Down to the last line, repeat the entries exactly and drop any image.

##############################

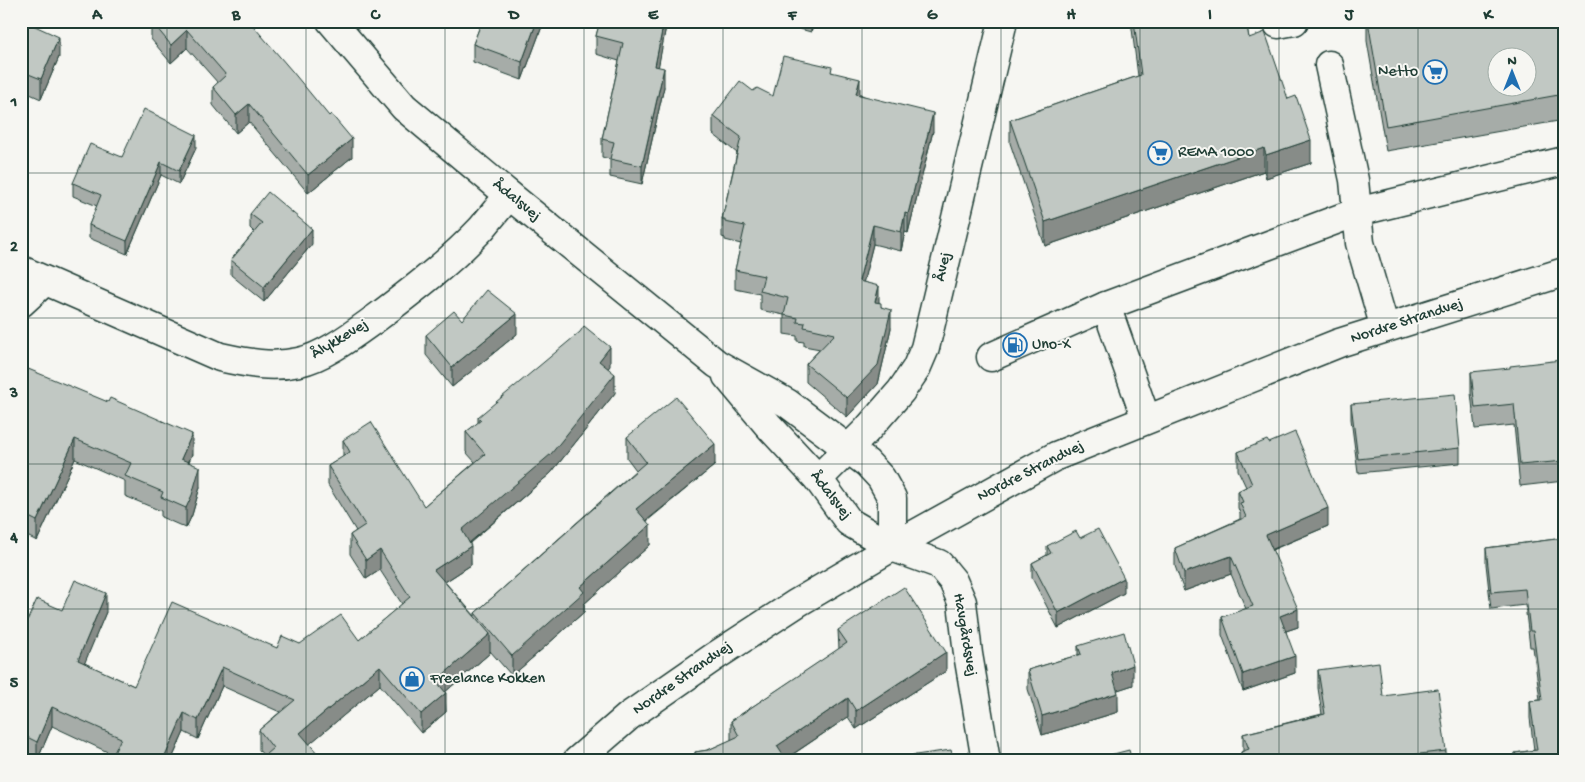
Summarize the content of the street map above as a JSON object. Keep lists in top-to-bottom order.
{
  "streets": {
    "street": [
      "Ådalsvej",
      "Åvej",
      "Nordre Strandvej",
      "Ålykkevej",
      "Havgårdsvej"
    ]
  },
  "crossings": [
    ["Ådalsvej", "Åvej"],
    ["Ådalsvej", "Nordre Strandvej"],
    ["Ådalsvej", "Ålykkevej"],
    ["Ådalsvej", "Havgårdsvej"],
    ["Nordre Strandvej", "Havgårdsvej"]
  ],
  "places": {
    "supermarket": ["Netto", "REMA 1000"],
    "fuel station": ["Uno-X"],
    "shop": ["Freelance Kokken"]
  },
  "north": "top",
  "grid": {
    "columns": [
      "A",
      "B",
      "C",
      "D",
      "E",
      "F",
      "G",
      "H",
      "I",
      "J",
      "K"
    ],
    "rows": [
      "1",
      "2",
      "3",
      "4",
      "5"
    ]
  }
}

##############################

REPLY TO THE EXERCISE
Summarize the content of the street map above as a JSON object. Keep lists in top-to-bottom order.
{
  "streets": {
    "street": [
      "Ådalsvej",
      "Åvej",
      "Nordre Strandvej",
      "Ålykkevej",
      "Havgårdsvej"
    ]
  },
  "crossings": [
    ["Ådalsvej", "Åvej"],
    ["Ådalsvej", "Nordre Strandvej"],
    ["Ådalsvej", "Ålykkevej"],
    ["Ådalsvej", "Havgårdsvej"],
    ["Nordre Strandvej", "Havgårdsvej"]
  ],
  "places": {
    "supermarket": ["Netto", "REMA 1000"],
    "fuel station": ["Uno-X"],
    "shop": ["Freelance Kokken"]
  },
  "north": "top",
  "grid": {
    "columns": [
      "A",
      "B",
      "C",
      "D",
      "E",
      "F",
      "G",
      "H",
      "I",
      "J",
      "K"
    ],
    "rows": [
      "1",
      "2",
      "3",
      "4",
      "5"
    ]
  }
}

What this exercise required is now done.